The city's police dogs have also been used to track an Alzheimer's patient who wandered away from her home and to recover stolen goods in series of car break-ins, said Warner Robins police Sgt.  Bryan Stewart, who supervises the city's police dog force.  The goods were stashed in some bushes where the thief had probably hoped to return had the dog not found the stolen times first, Stewart said.

But not everyone is sold on police dogs.  While many law enforcement agencies use the dogs, others do not, including the Bibb County Sheriff's Office.

Lt.  David Davis, spokesman for the Bibb County Sheriff's Office, said the chief reason police dogs aren't used is a desire to multitask sheriff's deputies.

Dogs and their handlers are more of a speciality tool, Davis said, and can't always respond to what a regular sheriff's deputy could.

For example, in a traffic accident, police dog handlers could not respond because they cannot leave their dog on the side of the road while investigating the accident, Davis said.  "It's just a matter of resources and the best use of those resources," he said.

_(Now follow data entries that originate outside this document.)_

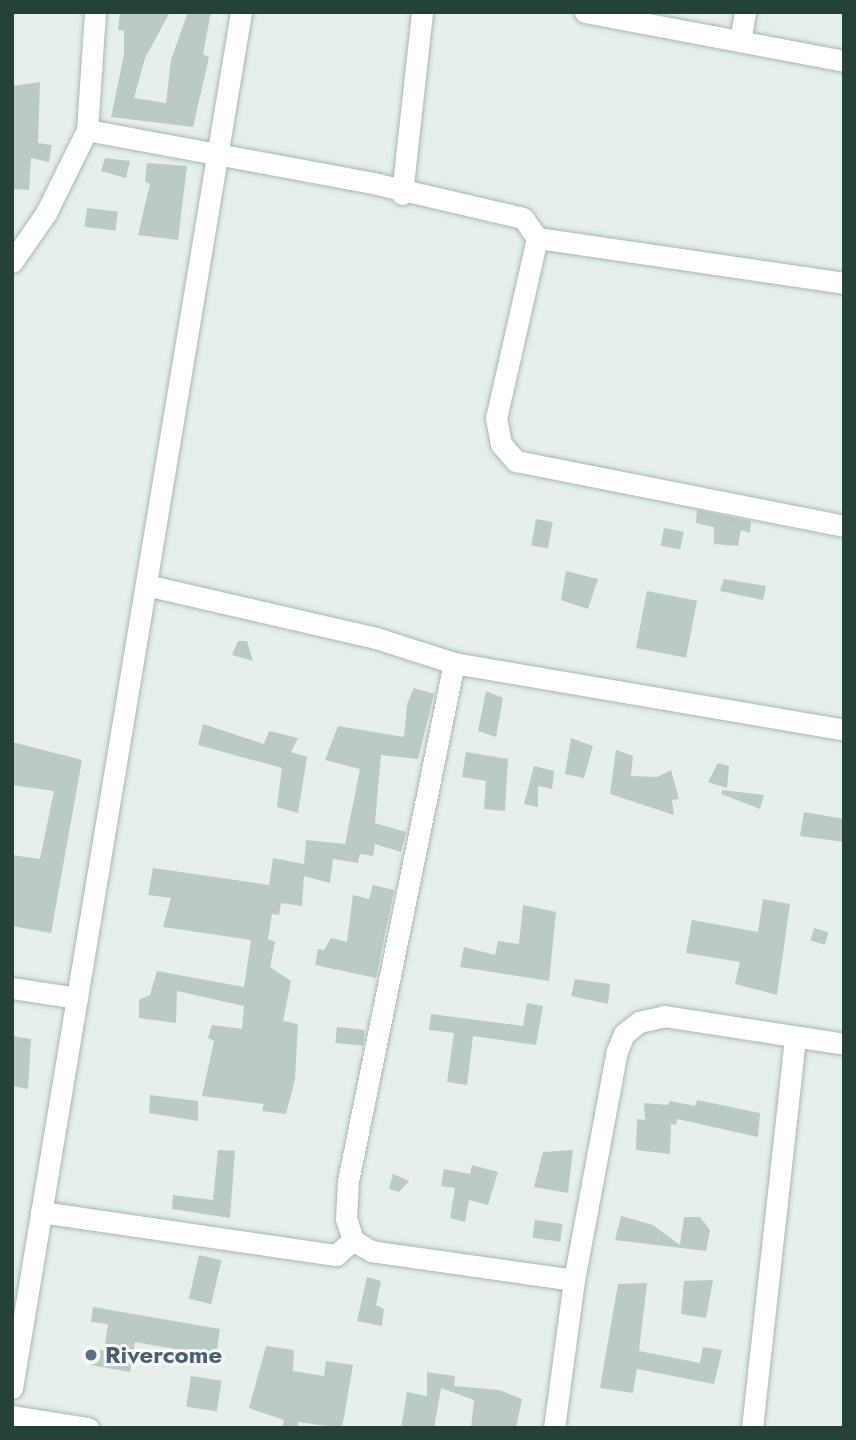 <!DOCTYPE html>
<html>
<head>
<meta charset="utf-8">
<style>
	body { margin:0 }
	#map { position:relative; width:856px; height:1440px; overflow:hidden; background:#e6efeb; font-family:Jost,sans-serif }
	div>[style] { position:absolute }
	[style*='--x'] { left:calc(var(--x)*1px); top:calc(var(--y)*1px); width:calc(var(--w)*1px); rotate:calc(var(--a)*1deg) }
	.building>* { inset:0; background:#bbcac4; transform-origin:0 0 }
	.roads { filter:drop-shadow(0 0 2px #a8b8b2) drop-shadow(0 0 2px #a8b8b2) }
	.minor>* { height:21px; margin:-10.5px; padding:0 10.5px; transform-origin:10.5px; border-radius:10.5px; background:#fff }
	.dots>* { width:19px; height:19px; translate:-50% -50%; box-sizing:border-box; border:4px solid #f7fbf9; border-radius:50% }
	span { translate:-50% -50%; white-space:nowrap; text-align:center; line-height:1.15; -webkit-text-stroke:6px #f7fbf9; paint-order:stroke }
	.service-label { font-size:24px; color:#4e5e75; font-weight:700 }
	.left { translate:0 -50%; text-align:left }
	.frame { position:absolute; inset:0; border:14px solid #24423a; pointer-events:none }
</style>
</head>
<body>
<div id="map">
	<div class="building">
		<i style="clip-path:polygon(120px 12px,170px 12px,145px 58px,134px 98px,166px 103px,171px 60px,188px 12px,211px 12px,203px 54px,209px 57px,193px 127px,111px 117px,124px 55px,124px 31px,118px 30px)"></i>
		<i style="clip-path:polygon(40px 82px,38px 143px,52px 145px,49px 162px,31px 158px,29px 190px,12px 189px,12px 86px)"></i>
		<i style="clip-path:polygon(105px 158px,130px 161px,126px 178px,101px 171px)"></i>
		<i style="clip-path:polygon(147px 163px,187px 166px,178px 240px,138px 235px,150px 184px,145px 182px)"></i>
		<i style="left:87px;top:208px;width:31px;height:19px;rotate:7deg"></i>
		<i style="clip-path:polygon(697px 510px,751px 521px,750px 533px,741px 530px,738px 546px,714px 544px,714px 527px,696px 523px)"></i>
		<i style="left:536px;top:519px;width:17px;height:27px;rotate:10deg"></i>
		<i style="left:664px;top:528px;width:20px;height:18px;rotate:11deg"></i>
		<i style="clip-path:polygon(566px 571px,598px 579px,588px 609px,561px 600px)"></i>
		<i style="clip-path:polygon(724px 579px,766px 586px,763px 600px,720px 591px)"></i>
		<i style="left:647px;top:591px;width:51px;height:58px;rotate:11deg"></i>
		<i style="clip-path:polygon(238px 641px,247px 641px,253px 661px,232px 655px)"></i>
		<i style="clip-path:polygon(414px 688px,434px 694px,418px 759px,381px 755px,375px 823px,406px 832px,401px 852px,375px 844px,373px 856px,360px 854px,358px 863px,333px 859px,330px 883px,304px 876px,302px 906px,281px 903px,279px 915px,272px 914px,268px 939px,275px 942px,270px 967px,291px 981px,283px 1021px,298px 1024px,295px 1079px,286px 1114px,262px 1111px,264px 1104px,202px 1096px,214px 1041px,208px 1038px,212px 1025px,242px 1029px,244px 1006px,177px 991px,176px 1023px,139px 1018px,139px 1000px,150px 995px,157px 971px,244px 987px,251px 940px,163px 927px,171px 898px,148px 895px,153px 868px,269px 885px,273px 858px,304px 864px,306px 840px,345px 844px,360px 769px,325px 760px,338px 726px,404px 737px,407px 704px)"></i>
		<i style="clip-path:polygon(486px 691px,503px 698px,496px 737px,478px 731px)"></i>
		<i style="clip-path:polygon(203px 724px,264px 744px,269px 731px,298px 738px,291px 752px,307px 757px,298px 813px,277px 807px,282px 768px,198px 745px)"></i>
		<i style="clip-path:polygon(571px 738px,593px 746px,584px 778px,565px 774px)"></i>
		<i style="clip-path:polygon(12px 742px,82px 760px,51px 933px,12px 926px,12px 855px,40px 859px,54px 791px,12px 785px)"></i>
		<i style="clip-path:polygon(616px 750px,633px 756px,631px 776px,657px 777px,671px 770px,679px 799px,672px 800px,674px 815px,610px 794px)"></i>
		<i style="clip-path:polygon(466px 752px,508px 759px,505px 811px,484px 809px,486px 781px,462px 777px)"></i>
		<i style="clip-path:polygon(718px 763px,729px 766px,727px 788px,708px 782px)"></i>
		<i style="clip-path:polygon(534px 766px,554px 771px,552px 789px,538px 786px,538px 807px,524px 804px)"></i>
		<i style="clip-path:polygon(722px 790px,764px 795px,760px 809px,721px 794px)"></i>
		<i style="clip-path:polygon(804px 812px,844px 819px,844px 842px,800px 836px)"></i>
		<i style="clip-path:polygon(373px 885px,394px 890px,376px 978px,315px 965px,318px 949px,324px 950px,331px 938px,347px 942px,353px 895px,369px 899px)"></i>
		<i style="clip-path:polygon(763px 899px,790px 904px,777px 995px,735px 984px,740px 962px,686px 953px,692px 920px,758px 932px)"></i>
		<i style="clip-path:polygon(523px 905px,556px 912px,549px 981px,460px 967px,464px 947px,495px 955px,498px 941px,519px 944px)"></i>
		<i style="left:814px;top:928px;width:15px;height:13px;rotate:16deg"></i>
		<i style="clip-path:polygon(575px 979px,610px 984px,608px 1004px,571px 996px)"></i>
		<i style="clip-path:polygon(527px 1003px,543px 1006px,536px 1045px,473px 1036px,467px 1085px,447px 1082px,454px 1033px,429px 1030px,431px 1014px,523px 1026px)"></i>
		<i style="left:337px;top:1027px;width:28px;height:16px;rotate:6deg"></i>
		<i style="clip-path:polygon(12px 1036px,31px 1039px,28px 1089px,12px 1086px)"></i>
		<i style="clip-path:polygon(150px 1095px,198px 1101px,198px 1121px,149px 1113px)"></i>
		<i style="clip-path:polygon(697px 1100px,760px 1113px,758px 1137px,677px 1119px,676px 1125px,671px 1124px,670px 1154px,636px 1150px,637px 1119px,645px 1120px,644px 1103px,668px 1105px,670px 1101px,695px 1106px)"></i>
		<i style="clip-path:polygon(218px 1150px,235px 1151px,230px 1218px,172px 1209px,173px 1195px,213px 1200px)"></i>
		<i style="clip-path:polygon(573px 1150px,568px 1193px,534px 1187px,543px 1152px)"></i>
		<i style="clip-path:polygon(472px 1165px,498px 1172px,488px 1205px,469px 1200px,465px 1222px,450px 1218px,455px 1188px,441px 1186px,444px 1169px,470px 1174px)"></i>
		<i style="clip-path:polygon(393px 1174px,409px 1181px,399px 1192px,389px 1189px)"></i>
		<i style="clip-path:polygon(621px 1216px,653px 1225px,680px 1245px,684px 1217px,700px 1217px,710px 1230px,706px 1251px,615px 1240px)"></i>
		<i style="left:535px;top:1220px;width:28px;height:18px;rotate:8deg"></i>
		<i style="left:199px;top:1255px;width:23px;height:45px;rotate:13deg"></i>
		<i style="clip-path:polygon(367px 1277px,381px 1281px,376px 1305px,384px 1309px,382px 1326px,357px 1321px)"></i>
		<i style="clip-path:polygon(713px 1280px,706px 1318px,681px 1314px,684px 1281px)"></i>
		<i style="clip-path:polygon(647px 1283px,639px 1351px,700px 1363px,703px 1347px,722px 1350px,714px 1384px,637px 1369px,633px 1393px,600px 1388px,618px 1284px)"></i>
		<i style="clip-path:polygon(93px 1307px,220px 1329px,216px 1356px,135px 1342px,130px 1372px,90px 1365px,92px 1349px,104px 1351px,108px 1324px,91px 1322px)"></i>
		<i style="clip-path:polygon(266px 1346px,294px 1350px,293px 1371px,324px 1376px,326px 1361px,353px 1365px,342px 1428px,298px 1422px,298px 1428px,282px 1428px,284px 1420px,249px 1408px)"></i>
		<i style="clip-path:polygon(427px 1372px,455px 1376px,454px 1386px,499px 1390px,522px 1399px,516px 1428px,471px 1428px,474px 1400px,441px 1388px,434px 1428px,401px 1428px,407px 1392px,427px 1396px)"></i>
		<i style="left:191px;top:1376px;width:31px;height:31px;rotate:9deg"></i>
	</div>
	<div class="roads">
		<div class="minor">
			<i style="--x:585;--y:12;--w:264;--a:10.7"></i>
			<i style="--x:740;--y:41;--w:29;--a:-80"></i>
			<i style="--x:87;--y:130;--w:295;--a:10.5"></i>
			<i style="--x:377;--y:184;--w:150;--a:13.1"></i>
			<i style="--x:523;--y:218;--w:24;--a:55"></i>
			<i style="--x:537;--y:238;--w:185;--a:102.8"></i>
			<i style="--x:496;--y:418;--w:26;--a:79"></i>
			<i style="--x:501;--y:444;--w:23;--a:49"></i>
			<i style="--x:516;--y:461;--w:334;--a:11.2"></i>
			<i style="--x:402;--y:194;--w:183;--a:-83.7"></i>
			<i style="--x:537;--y:238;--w:310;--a:8.3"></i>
			<i style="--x:12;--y:262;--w:60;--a:-55.2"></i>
			<i style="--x:46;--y:213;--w:93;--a:-63.7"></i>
			<i style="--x:87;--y:130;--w:118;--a:-86.1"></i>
			<i style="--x:146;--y:585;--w:236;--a:13"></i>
			<i style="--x:376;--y:638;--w:82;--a:17.8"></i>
			<i style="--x:12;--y:988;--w:66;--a:8.7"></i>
			<i style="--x:41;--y:1212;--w:298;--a:8.3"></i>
			<i style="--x:336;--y:1255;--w:23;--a:-41"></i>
			<i style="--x:574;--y:1280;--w:205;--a:-171.9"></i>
			<i style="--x:371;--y:1251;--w:21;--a:-149"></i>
			<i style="--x:353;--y:1240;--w:22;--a:-108"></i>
			<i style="--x:346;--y:1219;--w:38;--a:-87"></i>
			<i style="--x:348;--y:1181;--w:529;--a:-78.44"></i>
			<i style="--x:454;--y:663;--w:396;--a:9.7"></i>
			<i style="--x:12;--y:1388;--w:1395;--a:-80.55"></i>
			<i style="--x:12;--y:1416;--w:77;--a:9"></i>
			<i style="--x:554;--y:1428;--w:149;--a:-82.3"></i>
			<i style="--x:574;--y:1280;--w:233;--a:-79.4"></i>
			<i style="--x:617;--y:1051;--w:18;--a:-68"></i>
			<i style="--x:624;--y:1034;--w:19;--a:-39"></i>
			<i style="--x:639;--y:1022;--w:26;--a:-13"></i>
			<i style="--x:664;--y:1016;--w:182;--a:8.8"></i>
			<i style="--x:752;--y:1428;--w:393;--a:-83.7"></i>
		</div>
	</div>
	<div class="dots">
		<i style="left:91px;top:1355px;background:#5c6f8a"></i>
	</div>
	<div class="service-label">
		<span class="left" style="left:105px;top:1355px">Rivercome</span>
	</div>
	<div class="frame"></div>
</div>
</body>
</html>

For the Crawford County Sheriff's Office, police dogs are a luxury, Sheriff Kerry Dunaway said.  After the last dog retired, the department disbanded its canine unit.  Police dogs are wonderful law enforcement tools, but when budgets get tight that's often an area that can get cut, Dunaway said.

A police dog costs between $3,000 and $5,000 - depending on the breed, level of training and type of specialty.  Specialties range from narcotics to patrol to explosives to tracking.  Annual costs include veterinary care, food and shelter.

But some law enforcement agencies get help to offset the expense.

"They are extremely economical for us," said Allison Grant, spokeswoman for the Monroe County Sheriff's Office.  The sheriff's office has two drug-sniffing black Labrador retrievers.

"A local vet provides medical services for them and also donates food to us.  So our handlers or the sheriff's office don't have to pocket those expenses," Grant said.

At the Dublin Police Department, Chief Wayne Cain will soon have a police dog on the force - a 3-month-old bloodhound named Kane who was a gift to the department from a Jeffersonville woman.

Not only will the dog be of service as a tracking dog, he'll also be a good public relations tool for the police department, Cain said.  He expects Kane will be a hit with area school children.

"Bad guys don't like police dogs, but the kids sure do," Cain said.